Japan Geoscience Union Meeting 2021

Presentation information

[E] Oral

A (Atmospheric and Hydrospheric Sciences ) » A-CG Complex & General

[A-CG36] Satellite Earth Environment Observation

Thu. Jun 3, 2021 10:45 AM - 12:15 PM Ch.08 (Zoom Room 08)

convener:Riko Oki(Japan Aerospace Exploration Agency), Yoshiaki HONDA(Center for Environmental Remote Sensing, Chiba University), Yukari Takayabu(Atmosphere and Ocean Research Institute, the University of Tokyo), Tsuneo Matsunaga(Center for Global Environmental Research and Satellite Observation Center, National Institute for Environmental Studies), Chairperson:Naoto Ebuchi(Institute of Low Temperature Science, Hokkaido University), Yukari Takayabu(Atmosphere and Ocean Research Institute, the University of Tokyo), Nobuhiro Takahashi(Institute for Space-Earth Environmental Research, Nagoya University)

11:15 AM - 11:30 AM

[ACG36-09] Improvement in the GSMaP histogram matching algorithm for middle and lower level clouds

*Hitoshi Hirose1, Tashima Tomoko1, Takuji Kubota1, Tomoaki Mega2, Tomoo Ushio2 (1.Japan Aerospace Exploration Agency, 2.Department of Engineering, Osaka University)

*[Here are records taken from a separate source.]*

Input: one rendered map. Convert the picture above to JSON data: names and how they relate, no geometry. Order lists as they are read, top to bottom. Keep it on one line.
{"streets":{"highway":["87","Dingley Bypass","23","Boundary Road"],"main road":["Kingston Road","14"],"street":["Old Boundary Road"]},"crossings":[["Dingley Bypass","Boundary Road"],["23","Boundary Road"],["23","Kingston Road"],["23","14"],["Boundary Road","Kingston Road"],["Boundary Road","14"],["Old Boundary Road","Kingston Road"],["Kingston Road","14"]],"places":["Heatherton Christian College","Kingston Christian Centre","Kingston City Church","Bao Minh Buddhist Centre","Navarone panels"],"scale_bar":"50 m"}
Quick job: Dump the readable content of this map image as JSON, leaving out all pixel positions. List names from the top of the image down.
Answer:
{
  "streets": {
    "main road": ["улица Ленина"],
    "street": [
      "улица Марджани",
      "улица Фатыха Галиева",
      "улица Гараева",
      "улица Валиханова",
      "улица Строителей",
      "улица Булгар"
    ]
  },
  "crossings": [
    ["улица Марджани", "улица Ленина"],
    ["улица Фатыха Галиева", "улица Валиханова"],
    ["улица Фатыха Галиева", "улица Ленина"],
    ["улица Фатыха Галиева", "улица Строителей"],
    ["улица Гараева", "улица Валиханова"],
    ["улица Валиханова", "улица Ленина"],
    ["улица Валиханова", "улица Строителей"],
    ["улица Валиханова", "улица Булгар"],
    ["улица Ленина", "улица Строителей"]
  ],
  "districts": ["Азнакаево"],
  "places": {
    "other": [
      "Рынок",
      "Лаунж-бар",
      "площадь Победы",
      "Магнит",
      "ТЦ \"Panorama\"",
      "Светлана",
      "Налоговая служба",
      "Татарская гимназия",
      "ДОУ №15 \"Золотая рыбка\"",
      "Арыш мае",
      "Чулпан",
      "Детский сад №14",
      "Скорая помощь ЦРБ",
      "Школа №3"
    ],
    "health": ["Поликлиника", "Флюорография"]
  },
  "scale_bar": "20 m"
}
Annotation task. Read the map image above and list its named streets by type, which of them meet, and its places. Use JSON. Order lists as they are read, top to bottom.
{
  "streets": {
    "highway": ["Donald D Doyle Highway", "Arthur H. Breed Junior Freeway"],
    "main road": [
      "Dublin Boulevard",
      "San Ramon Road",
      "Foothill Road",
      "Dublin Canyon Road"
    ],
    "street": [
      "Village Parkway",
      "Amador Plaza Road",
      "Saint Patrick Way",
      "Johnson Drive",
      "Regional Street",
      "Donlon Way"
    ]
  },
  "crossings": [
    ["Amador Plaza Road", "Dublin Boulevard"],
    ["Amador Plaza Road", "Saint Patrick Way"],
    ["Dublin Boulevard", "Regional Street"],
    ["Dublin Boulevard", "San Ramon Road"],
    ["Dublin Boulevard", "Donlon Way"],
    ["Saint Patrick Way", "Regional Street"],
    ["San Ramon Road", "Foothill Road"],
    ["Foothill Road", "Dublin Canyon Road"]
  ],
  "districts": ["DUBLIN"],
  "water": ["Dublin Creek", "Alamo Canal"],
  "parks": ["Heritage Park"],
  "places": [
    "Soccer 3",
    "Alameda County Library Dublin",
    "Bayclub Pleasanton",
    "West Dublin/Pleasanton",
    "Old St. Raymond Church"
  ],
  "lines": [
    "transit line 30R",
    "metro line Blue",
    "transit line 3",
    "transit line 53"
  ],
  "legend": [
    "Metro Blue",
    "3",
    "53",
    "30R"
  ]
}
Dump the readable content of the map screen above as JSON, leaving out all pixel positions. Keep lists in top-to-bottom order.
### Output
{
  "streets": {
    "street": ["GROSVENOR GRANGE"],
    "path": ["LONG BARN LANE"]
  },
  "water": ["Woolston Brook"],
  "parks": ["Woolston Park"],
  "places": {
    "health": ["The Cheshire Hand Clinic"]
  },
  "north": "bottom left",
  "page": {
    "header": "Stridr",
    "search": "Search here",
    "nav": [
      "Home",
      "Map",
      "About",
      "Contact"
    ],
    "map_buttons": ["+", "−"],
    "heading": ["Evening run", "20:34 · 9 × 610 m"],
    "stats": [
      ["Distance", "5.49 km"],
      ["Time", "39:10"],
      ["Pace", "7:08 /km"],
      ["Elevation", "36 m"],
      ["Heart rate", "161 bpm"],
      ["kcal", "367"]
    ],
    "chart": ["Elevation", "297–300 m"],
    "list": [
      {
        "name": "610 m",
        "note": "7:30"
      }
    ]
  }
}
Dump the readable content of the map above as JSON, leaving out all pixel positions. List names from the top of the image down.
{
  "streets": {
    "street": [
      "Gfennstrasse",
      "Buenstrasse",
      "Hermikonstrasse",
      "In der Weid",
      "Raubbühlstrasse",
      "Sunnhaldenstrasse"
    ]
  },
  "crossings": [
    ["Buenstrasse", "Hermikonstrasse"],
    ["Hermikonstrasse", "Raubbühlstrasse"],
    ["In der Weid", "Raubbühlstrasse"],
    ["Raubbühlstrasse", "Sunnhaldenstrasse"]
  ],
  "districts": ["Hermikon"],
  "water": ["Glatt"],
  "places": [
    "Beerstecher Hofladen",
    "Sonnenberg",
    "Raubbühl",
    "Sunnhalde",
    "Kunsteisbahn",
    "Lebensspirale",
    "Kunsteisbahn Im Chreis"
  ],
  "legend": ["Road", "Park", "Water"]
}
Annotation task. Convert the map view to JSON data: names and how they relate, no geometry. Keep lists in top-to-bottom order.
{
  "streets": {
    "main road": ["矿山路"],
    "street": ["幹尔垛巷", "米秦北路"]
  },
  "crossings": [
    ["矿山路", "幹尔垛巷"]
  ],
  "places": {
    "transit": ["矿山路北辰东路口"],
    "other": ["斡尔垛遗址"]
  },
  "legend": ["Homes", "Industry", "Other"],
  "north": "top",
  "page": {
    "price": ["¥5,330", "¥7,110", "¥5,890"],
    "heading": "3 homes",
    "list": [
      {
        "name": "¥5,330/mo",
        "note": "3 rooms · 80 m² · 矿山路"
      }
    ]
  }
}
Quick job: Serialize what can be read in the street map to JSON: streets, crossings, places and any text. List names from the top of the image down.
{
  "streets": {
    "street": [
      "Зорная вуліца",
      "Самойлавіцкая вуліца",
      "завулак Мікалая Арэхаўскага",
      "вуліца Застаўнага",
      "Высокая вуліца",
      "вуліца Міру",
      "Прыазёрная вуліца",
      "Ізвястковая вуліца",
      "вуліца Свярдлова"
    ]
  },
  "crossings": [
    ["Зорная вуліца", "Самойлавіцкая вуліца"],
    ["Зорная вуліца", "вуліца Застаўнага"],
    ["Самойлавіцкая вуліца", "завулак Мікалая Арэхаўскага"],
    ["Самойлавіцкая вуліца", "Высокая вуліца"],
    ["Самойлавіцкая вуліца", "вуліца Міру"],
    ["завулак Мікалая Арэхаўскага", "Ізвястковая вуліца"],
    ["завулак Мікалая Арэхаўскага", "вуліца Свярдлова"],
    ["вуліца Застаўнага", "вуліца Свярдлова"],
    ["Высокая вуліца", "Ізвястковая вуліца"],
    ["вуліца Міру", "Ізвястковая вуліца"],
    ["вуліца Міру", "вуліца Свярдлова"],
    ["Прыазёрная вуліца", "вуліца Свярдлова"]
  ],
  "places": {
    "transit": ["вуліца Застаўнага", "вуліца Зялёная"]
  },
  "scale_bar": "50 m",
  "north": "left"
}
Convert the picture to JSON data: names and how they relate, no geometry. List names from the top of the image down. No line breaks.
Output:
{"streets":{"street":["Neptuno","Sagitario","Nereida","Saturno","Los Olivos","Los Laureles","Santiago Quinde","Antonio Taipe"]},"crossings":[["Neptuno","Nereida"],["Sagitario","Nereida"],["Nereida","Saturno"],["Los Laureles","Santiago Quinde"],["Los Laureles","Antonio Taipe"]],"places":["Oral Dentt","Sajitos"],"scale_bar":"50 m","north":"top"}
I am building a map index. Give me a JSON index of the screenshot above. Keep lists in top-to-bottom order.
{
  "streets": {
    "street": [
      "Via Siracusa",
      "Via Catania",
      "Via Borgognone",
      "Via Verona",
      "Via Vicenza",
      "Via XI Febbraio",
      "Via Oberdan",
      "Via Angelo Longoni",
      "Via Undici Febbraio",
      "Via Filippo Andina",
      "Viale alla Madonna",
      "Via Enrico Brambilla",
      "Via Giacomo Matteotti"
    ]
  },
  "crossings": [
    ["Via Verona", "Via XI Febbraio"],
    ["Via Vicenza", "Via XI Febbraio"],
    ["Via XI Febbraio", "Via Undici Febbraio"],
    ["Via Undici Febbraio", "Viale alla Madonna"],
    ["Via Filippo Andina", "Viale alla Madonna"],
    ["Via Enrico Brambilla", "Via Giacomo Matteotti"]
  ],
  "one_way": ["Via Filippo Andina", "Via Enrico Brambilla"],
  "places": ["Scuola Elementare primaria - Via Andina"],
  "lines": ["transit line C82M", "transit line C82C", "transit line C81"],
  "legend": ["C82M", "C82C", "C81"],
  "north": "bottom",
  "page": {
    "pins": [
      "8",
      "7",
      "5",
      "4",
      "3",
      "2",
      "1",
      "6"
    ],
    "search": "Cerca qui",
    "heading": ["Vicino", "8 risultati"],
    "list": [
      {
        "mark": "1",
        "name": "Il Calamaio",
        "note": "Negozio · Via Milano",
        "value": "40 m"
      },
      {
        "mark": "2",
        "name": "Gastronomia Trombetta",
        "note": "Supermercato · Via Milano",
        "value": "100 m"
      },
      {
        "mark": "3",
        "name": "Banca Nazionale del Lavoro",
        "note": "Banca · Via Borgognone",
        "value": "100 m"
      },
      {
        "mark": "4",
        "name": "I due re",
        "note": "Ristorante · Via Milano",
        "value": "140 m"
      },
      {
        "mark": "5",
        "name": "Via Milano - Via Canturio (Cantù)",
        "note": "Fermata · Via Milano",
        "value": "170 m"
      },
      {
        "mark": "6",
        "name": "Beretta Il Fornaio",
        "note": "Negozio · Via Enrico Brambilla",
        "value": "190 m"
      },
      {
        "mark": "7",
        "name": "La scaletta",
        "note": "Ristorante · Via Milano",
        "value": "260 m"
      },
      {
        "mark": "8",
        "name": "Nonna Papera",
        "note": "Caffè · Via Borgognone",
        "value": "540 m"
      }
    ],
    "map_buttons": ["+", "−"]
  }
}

Keywords:Satellite precipitation measurement, algorithm, Rain type classification

In Southeast Asia, where the use of ground-based rain observation is limited, there have been many attempts to utilize global satellite precipitation products for predicting the flow rate of water-related disasters. The Global Satellite Mapping of Precipitation (GSMaP; Kubota et al. 2020) combines data from microwave instruments (PMW) aboard polar-orbiting satellites and infrared (IR) radiometers aboard geostationary meteorological satellites to observe global precipitation hourly. However, the IR product are less accurate than the PMW product because they provide information only from cloud tops, and spatial heterogeneity has been reported in the precipitation estimation accuracy of GSMaP (Utsumi and Kim 2018). Therefore, we introduced a histogram matching method to correct the precipitation rate histogram of the IR product to match that of the PMW product (Hirose et al. 2021). Implementation of the histogram matching over the tropical oceans was successful in improving rain the overestimation of the IR product for upper level clouds, but not enough to improve the underestimation for middle and lower level clouds. Therefore, we used classification data of convective or stratiform rain derived from the Ku-band precipitation radar of the Global Precipitation Measurement (GPM) core satellite to classify the tropical ocean into three zones: warm-pool, subtropical subsidence zone and transition zone in between. Histogram matching was applied to each region. In addition, since the IR product tended to estimate a slightly larger precipitation area than the PMW product, the particularly weak rain sample in the IR product was excluded from the correction to eliminate the difference in precipitation area between IR and PMW products. The effect of the histogram matching will be explained in detail for each region and season.